The task
Copy all lines containing the string "buttons" from the records below.
>>>
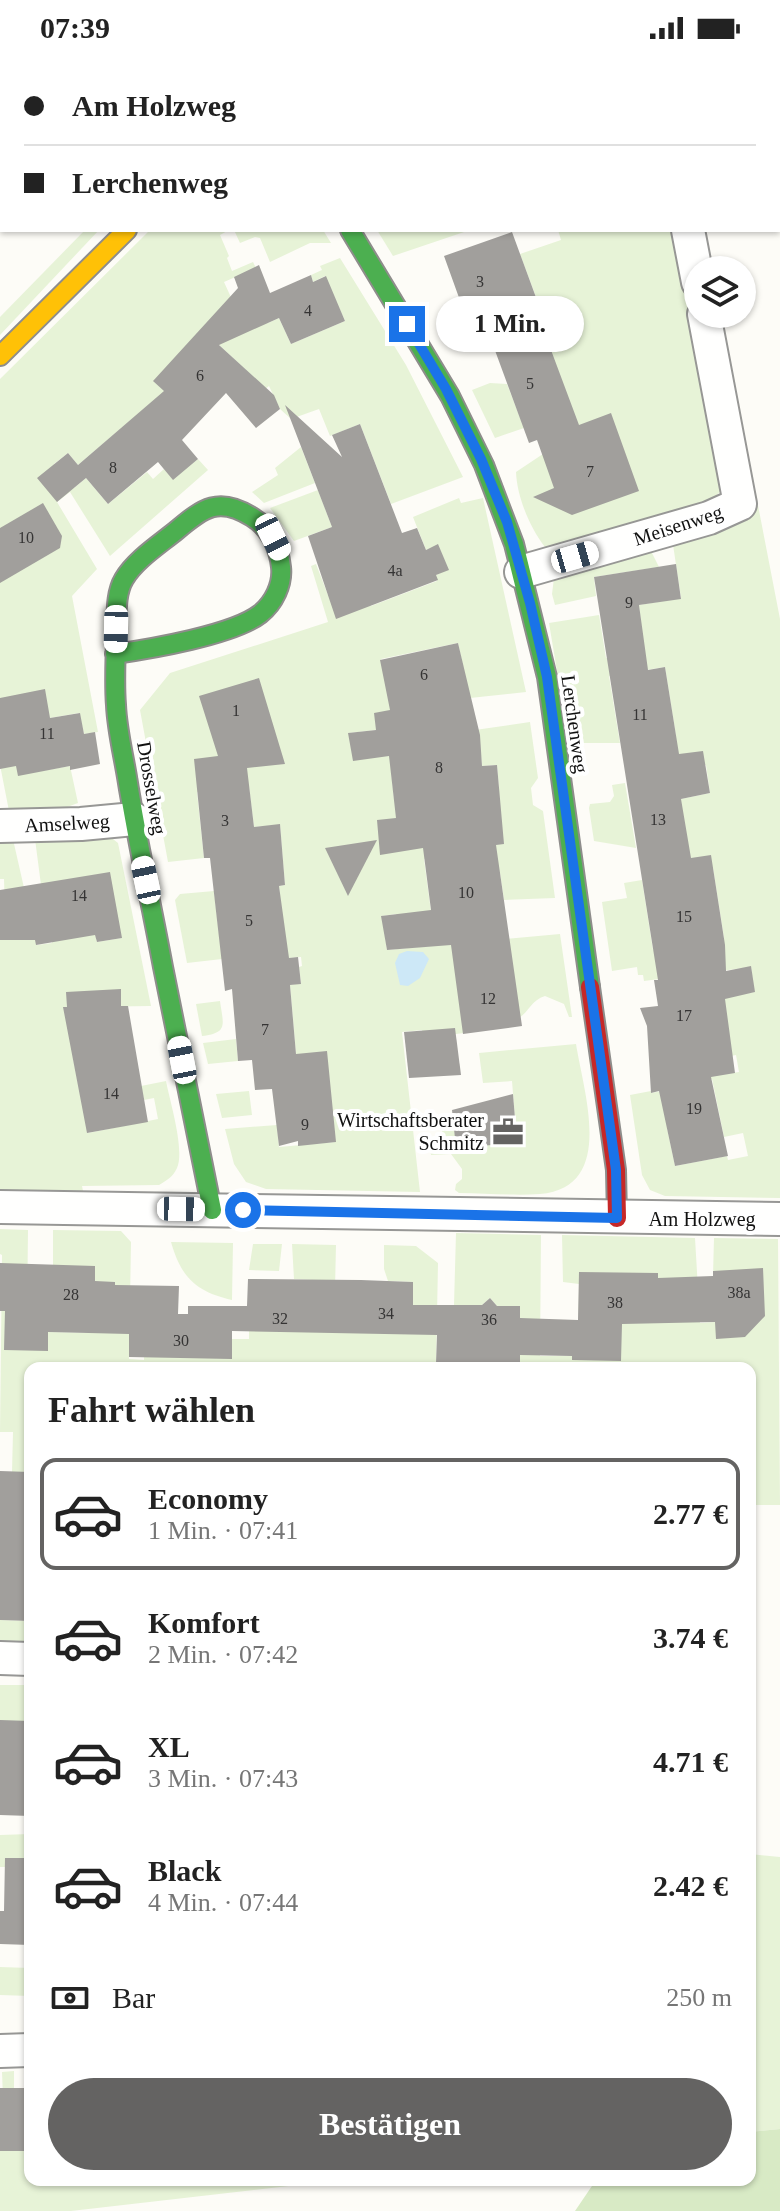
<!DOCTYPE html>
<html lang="de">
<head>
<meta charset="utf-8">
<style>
	body { margin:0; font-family:Georgia,serif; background:#f6f6f6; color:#222; height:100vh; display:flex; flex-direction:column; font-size:30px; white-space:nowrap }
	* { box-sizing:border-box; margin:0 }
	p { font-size:26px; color:#767676 }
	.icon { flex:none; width:44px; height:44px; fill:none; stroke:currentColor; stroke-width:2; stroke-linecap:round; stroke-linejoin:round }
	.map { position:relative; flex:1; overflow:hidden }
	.details { position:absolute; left:24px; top:1306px; width:732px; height:824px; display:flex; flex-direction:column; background:#fff; border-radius:16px; box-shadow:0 2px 6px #0004 }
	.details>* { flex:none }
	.hud { position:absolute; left:0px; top:0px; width:780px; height:176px; box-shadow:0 2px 6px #0004; display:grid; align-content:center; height:176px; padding:0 24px; background:#fff }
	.buttons { position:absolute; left:684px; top:200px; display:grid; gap:16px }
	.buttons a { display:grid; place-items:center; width:72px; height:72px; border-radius:50%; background:#fff; box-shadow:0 2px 6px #0004; font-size:40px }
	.end { position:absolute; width:36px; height:36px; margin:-18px; border:10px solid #1a73e8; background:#fff; box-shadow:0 0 0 4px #fff }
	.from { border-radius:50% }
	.bubble { position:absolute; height:56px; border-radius:28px; background:#fff; box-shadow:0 2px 6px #0004; font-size:26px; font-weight:600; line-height:56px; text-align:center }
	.car { position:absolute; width:24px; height:48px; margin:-24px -12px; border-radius:10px; box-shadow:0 0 6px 2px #0007; background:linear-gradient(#fff 24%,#345 0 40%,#fff 0 76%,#345 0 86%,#fff 0) }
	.hud b { display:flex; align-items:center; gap:28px; height:76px; font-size:30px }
	.hud b+b { border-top:2px solid #e0e0e0 }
	.hud i { width:20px; height:20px; background:#222 }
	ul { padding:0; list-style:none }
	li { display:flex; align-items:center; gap:24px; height:112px; margin:0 16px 12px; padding:0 8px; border:4px solid transparent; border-radius:16px }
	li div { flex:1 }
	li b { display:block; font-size:30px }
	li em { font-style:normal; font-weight:600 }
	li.current { border-color:#646362 }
	li>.icon { width:72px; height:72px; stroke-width:1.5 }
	h2 { padding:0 24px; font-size:36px; line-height:96px }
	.pay { display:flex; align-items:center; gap:20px; height:88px; padding:0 24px; font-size:30px }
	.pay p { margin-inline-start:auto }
	.primary-button { display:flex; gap:16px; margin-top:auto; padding:16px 24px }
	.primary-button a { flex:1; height:92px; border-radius:48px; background:#646362; color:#fff; font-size:32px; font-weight:600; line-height:92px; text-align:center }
	.status { display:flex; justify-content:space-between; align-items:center; height:56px; padding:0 40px; background:#fff; direction:ltr }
	.status svg { height:22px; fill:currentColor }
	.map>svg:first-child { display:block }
</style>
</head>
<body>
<div class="status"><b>07:39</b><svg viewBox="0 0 49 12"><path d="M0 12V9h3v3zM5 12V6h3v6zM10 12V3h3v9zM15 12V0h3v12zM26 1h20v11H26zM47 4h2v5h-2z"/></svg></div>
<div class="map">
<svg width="780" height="2155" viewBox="0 0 780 2155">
	<rect width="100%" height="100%" fill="#fdfcf7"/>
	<g fill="#e7f3d7" fill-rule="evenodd">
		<polygon points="340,0 525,0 526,2 339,2"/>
		<polygon points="85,174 99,174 0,279 0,261"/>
		<polygon points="150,174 229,174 220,179 229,200 227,202 232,215 253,206 256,212 224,226 244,270 265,261 268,267 279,262 291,288 345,265 325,220 313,226 311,219 322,214 320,210 340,202 406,309 463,421 391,448 360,368 330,380 319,353 291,363 280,353 269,330 250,345 246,314 202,273 165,335 78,409 68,397 54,408 74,432 86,422 108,448 147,416 153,423 164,413 173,423 198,403 208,414 110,500 70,436 57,446 97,513 72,540 98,676 84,678 79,657 50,662 18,719 70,710 78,747 56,755 9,755 0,709 0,323"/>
		<polygon points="234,174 323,174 331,187 310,187 270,206 260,182 255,181 240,187"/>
		<polygon points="377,174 470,174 393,200"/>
		<path d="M558,174h122l44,235 -2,25 -14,13 -145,46 -18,-2c-15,-19 -28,-50 -29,-75l27,-18 4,-115 -8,-34 -19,-51 41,-14z"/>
		<path d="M714,258h7l59,305v579l-115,-2 -15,-6 -8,-15 -12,-80 21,-4v2l15,-3 1,38 8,38 52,-10 1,4 20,-4 -5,-23 -19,4 -12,-58 -24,5 24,-84 42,-8 -3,-25 -107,14 -1,-6h-5l-1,-8 -25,4 -10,-69 25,-4 -3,-15 18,-3 11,70 71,-12 -11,-70 -47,7 15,-76 29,-6 -4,-28 -47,7 17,-36 -11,-69 -56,9 11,67h-51l-20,-120 50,-8 7,43 38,-5 -5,-48 42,-7 -9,-60 79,-25zM736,999l3,17 -21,3 -2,-16z"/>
		<polygon points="490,327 507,328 524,372 495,382 472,334"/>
		<polygon points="301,391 315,427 264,447 252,436 278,419 275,412"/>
		<polygon points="318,434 332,471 294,485 270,452"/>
		<path d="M459,442l2,5 22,-5 43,194 -56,6 -12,-55 -77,16 10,51 -15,20 -27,3 3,19 45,-8 -6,26 3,29 105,-11 -2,-23 -15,1 -3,-31 -32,-1 83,-12 8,56 -7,10 2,17 10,6 12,87 -51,2 -4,-27 -28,-21 -48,7 8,60 -34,3 -2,-8 -14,2 5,34 173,-16 12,83h-3l-5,-13 -19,-8c-14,4 -17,18 -28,23 -30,12 -62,16 -93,18l-2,-7 -20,2 18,160 -154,-3 -20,-7 -12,-18 -9,-35 52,-4 2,22 56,-5 -39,-88 -6,-69 11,-2 -2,-16 3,-1 -1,-9 -12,1 -4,-5 -6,-67 6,-1 -5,-60 -26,2 -5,-40 -52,5 7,66 -36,4 -28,-152 30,-37 158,-51 -17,-56 5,-2 12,31 22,-8 5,-21 16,40 66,-25 -1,-6 12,-6 -10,-24 -12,5 -13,-33z"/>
		<polygon points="648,489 659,511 594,521 596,540 555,549 552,538 554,522"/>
		<polygon points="625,727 636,792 594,785 589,752 590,748 610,746 614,740 612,729"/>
		<path d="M0,779h12l25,110 15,-2 -1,-10 42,-8 4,17 25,-4 -81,-53 -6,-46 74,-3 9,7 33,163 -67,1 -11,51 15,75 70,-14 -4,-21 -10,2 -3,-14 25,-5c4,21 19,69 11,87 -4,9 -10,12 -18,17l-77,1 1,5 -83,-1v-250l12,-1 -7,-28 -1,-32h-4z"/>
		<polygon points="214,835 222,903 187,907 175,844 180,838"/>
		<path d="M220,945c3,23 9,32 -18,35l-6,-32z"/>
		<polygon points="236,983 238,1005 208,1008 203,987"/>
		<path d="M576,988c8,50 40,143 -36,150 -27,2 -55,-1 -81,-1l-4,-3 1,-6 6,-5v-10l-11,-15 -20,1 -2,-16 14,-2 -3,-22 13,-1 3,33 61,-4 -5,-62 -29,2 -4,-30z"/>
		<polygon points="249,1035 252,1059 222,1062 216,1038"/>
		<polygon points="0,1173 28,1174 27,1261 48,1295 48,1276 94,1277 95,1211 53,1210 53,1174 121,1175 131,1186 129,1303 144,1304 144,1301 231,1283 249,1283 249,1275 313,1224 294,1223 292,1188 336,1189 334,1276 412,1278 413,1226 388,1225 384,1213 384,1189 416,1190 438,1207 436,1312 30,1312 30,1416 12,1416 13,1376 0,1376 2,1199 0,1198"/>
		<polygon points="456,1177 541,1179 540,1300 572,1300 578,1295 579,1228 563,1226 562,1179 695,1182 700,1267 715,1266 713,1220 714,1182 778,1183 780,1449 750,1449 750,1312 460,1312 460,1305 520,1311 520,1250 497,1250 490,1242 482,1249 454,1249"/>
		<path d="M171,1186l62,1 -1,57c-35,-8 -51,-22 -61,-58z"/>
		<polygon points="253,1188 282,1188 279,1215 249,1214"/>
		<polygon points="0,1564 30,1565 30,1589 0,1589"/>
		<rect x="0" y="1629" width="30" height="36"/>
		<polygon points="30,1778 30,1811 0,1811 0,1779"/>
		<polygon points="750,1798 780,1801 780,2073 750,2076"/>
		<polygon points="0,1911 30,1912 30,1940 0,1939"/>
		<polygon points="14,2015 14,2040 30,2041 26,2097 30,2098 30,2124 341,2124 71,2155 0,2155 0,2095 5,2095 2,2016"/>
	</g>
	<polygon fill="#d8eac5" points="780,2073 780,2155 575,2155 596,2124 750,2124 750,2076"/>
	<polygon fill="#cde8f7" points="407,895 423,896 429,903 420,922 408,930 400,929 395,907 399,898"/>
	<g fill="#a19f9c">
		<polygon points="512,176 552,285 548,286 579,369 611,357 639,435 572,459 533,441 554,432 537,384 529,387 486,270 471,275 444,200"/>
		<polygon points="259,209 270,237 311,219 313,226 326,220 345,265 291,288 279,262 219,289 274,339 280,353 256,372 226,337 182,384 198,403 173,424 158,406 108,448 86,422 57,446 37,422 68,397 78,409 164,335 153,325 238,232 234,221"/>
		<polygon points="285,349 342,401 332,379 360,368 402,477 417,472 426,494 438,488 449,514 436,519 438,524 336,563 308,480 332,471"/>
		<polygon points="43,447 62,480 60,492 0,527 0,472"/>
		<polygon points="676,508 681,543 639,549 648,614 665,611 679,698 703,695 710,737 681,743 691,802 711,799 725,889 726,915 751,910 755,936 725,943 735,1017 711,1021 728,1100 675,1110 659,1035 651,1037 647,970 640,952 658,950 654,924 658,924 594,521"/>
		<polygon points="458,587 480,679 482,710 497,709 504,788 496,789 522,970 463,978 451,889 387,894 381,860 431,854 423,792 380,799 377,764 396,762 389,700 353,705 348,677 376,674 374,657 390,654 380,604"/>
		<polygon points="259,622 285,708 247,712 254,771 280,768 285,829 279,830 289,902 298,901 301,928 290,929 296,998 327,995 336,1086 298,1090 298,1085 279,1090 272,1033 255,1034 252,1004 238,1005 232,933 225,935 210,802 204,802 194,703 218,700 199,640"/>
		<polygon points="45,633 50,662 80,657 84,678 95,676 100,708 70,714 70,710 18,720 16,710 0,713 0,642"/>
		<polygon points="377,784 348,840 325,792"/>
		<polygon points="110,816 122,882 97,886 95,879 36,889 35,884 0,884 0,834"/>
		<polygon points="121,933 121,950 128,950 148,1066 87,1077 63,951 67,951 66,936"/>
		<polygon points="455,972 461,1019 409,1022 404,976"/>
		<polygon points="513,1038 517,1087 456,1092 452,1054"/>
		<polygon points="0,1207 95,1210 95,1225 115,1226 115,1229 179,1230 178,1258 188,1258 188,1250 247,1250 248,1223 361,1224 413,1226 413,1249 482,1249 490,1242 497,1250 520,1250 520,1262 578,1264 579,1216 658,1217 658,1222 713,1220 713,1215 763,1212 765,1260 745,1281 716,1283 715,1266 622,1268 621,1305 572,1304 572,1300 520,1299 520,1311 436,1307 437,1279 232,1275 232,1303 129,1301 129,1278 48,1276 48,1295 4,1294 5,1255 0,1255"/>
		<polygon points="0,1415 30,1416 30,1565 0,1564"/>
		<polygon points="0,1664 30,1665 30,1760 0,1759"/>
		<polygon points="5,1802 30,1802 30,1889 0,1888 0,1855 4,1855"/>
		<polygon points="0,2032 29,2032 30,2095 0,2095"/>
	</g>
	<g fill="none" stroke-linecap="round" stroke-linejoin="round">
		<defs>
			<g id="street">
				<polyline points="655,0 655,2"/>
				<polyline points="688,174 698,226"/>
				<polyline points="521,516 709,462 740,448 704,258"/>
				<polyline points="0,770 81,768 134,763"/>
				<polyline points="0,1151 780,1163"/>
				<polyline points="0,1602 30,1603"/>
				<polyline points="0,1995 30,1994"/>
			</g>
			<g id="fast">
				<polyline points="350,174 450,340 484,409 514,488 547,621 590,931"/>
				<path d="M115,598c35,-5 118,-19 145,-40 14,-11 23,-30 21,-47 -2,-20 -12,-40 -29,-50 -33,-21 -49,-9 -75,13 -17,14 -42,30 -53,49 -9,15 -7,37 -8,53 0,24 -2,49 0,73 1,24 7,48 11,72 10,63 24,126 36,190 17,81 33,162 49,243"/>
			</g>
			<g id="slow">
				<polyline points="306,2 308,0"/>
				<polyline points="0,300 127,174"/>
			</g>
			<polyline id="jam" points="590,931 616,1114 617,1162"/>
		</defs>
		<use href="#street" stroke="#979795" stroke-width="36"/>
		<use href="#fast" stroke="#8e8d8b" stroke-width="22"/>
		<use href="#slow" stroke="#8e8d8b" stroke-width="22"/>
		<use href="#jam" stroke="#8e8d8b" stroke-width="22"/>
		<use href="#street" stroke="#fffffe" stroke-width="32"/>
		<use href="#fast" stroke="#4caf50" stroke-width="18"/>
		<use href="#slow" stroke="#ffc107" stroke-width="18"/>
		<use href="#jam" stroke="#c62828" stroke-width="18"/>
	</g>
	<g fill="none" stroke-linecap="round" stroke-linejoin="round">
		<polyline stroke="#1a73e8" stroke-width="10" points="243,1154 617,1162 616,1114 547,621 530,547 507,466 481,403 446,333 407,268"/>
	</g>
	<defs>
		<symbol id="office-bare" viewBox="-9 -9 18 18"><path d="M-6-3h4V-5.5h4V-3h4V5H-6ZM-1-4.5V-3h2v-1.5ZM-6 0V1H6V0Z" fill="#646362" stroke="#fff" stroke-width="2.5" paint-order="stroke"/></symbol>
	</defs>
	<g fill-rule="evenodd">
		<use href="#office-bare" x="486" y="1054" width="44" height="44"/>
	</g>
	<g text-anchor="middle" stroke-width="8" stroke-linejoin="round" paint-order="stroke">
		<g font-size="16" fill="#353434">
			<text x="480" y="231">3</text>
			<text x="308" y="260">4</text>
			<text x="200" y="325">6</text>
			<text x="530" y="333">5</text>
			<text x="113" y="417">8</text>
			<text x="590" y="421">7</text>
			<text x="26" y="487">10</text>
			<text x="395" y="520">4a</text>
			<text x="629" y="552">9</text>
			<text x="424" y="624">6</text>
			<text x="236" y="660">1</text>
			<text x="640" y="664">11</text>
			<text x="47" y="683">11</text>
			<text x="439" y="717">8</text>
			<text x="658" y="769">13</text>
			<text x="225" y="770">3</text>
			<text x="466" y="842">10</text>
			<text x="79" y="845">14</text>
			<text x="684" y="866">15</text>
			<text x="249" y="870">5</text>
			<text x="488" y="948">12</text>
			<text x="684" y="965">17</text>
			<text x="265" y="979">7</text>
			<text x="111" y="1043">14</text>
			<text x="694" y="1058">19</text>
			<text x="305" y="1074">9</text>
			<text x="739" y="1242">38a</text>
			<text x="71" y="1244">28</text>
			<text x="615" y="1252">38</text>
			<text x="386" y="1263">34</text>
			<text x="280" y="1268">32</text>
			<text x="489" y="1269">36</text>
			<text x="181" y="1290">30</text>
		</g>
		<g font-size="20" fill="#111" stroke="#fff">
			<text transform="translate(678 469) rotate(-18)" y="7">Meisenweg</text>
			<text transform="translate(575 668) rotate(82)" y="7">Lerchenweg</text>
			<text transform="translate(152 732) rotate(80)" y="7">Drosselweg</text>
			<text transform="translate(67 767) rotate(-3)" y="7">Amselweg</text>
			<text x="702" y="1170">Am Holzweg</text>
		</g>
		<g font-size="20" fill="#111" stroke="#fff" text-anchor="end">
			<text x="484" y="1071">Wirtschaftsberater<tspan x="484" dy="23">Schmitz</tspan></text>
		</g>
	</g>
</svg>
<div class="buttons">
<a><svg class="icon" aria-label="layers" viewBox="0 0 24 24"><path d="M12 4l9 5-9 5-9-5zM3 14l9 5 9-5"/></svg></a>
</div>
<i class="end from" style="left:243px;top:1154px"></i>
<i class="end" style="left:407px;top:268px"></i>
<div class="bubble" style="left:436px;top:240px;width:148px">1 Min.</div>
<i class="car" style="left:273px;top:481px;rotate:154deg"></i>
<i class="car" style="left:575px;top:501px;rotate:74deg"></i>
<i class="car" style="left:116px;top:573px;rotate:181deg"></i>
<i class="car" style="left:146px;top:824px;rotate:348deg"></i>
<i class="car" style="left:182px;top:1004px;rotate:349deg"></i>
<i class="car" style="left:181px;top:1153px;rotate:91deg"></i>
<div class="hud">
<b><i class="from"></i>Am Holzweg</b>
<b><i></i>Lerchenweg</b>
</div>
<section class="details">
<h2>Fahrt wählen</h2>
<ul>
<li class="current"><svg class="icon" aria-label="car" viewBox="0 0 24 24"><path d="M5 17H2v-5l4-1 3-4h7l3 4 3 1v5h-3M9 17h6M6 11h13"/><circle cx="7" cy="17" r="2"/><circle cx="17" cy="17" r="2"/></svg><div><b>Economy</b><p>1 Min. · 07:41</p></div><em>2.77 €</em></li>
<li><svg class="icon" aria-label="car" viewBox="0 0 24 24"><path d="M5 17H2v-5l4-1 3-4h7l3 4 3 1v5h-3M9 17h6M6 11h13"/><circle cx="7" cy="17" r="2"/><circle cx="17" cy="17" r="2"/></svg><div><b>Komfort</b><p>2 Min. · 07:42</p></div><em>3.74 €</em></li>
<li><svg class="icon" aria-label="car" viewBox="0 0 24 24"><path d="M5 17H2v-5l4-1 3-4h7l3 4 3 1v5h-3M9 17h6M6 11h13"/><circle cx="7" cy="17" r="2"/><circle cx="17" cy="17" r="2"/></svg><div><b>XL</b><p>3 Min. · 07:43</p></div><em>4.71 €</em></li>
<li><svg class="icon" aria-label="car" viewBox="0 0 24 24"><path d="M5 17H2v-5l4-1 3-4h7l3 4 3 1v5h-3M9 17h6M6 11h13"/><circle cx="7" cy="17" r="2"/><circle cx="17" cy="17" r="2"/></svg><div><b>Black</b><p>4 Min. · 07:44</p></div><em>2.42 €</em></li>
</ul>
<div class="pay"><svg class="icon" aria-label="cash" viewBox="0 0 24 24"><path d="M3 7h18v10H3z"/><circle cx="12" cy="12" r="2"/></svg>Bar<p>250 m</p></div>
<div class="primary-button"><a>Bestätigen</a></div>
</section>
</div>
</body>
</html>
<<<
Response
	.buttons { position:absolute; left:684px; top:200px; display:grid; gap:16px }
	.buttons a { display:grid; place-items:center; width:72px; height:72px; border-radius:50%; background:#fff; box-shadow:0 2px 6px #0004; font-size:40px }
<div class="buttons">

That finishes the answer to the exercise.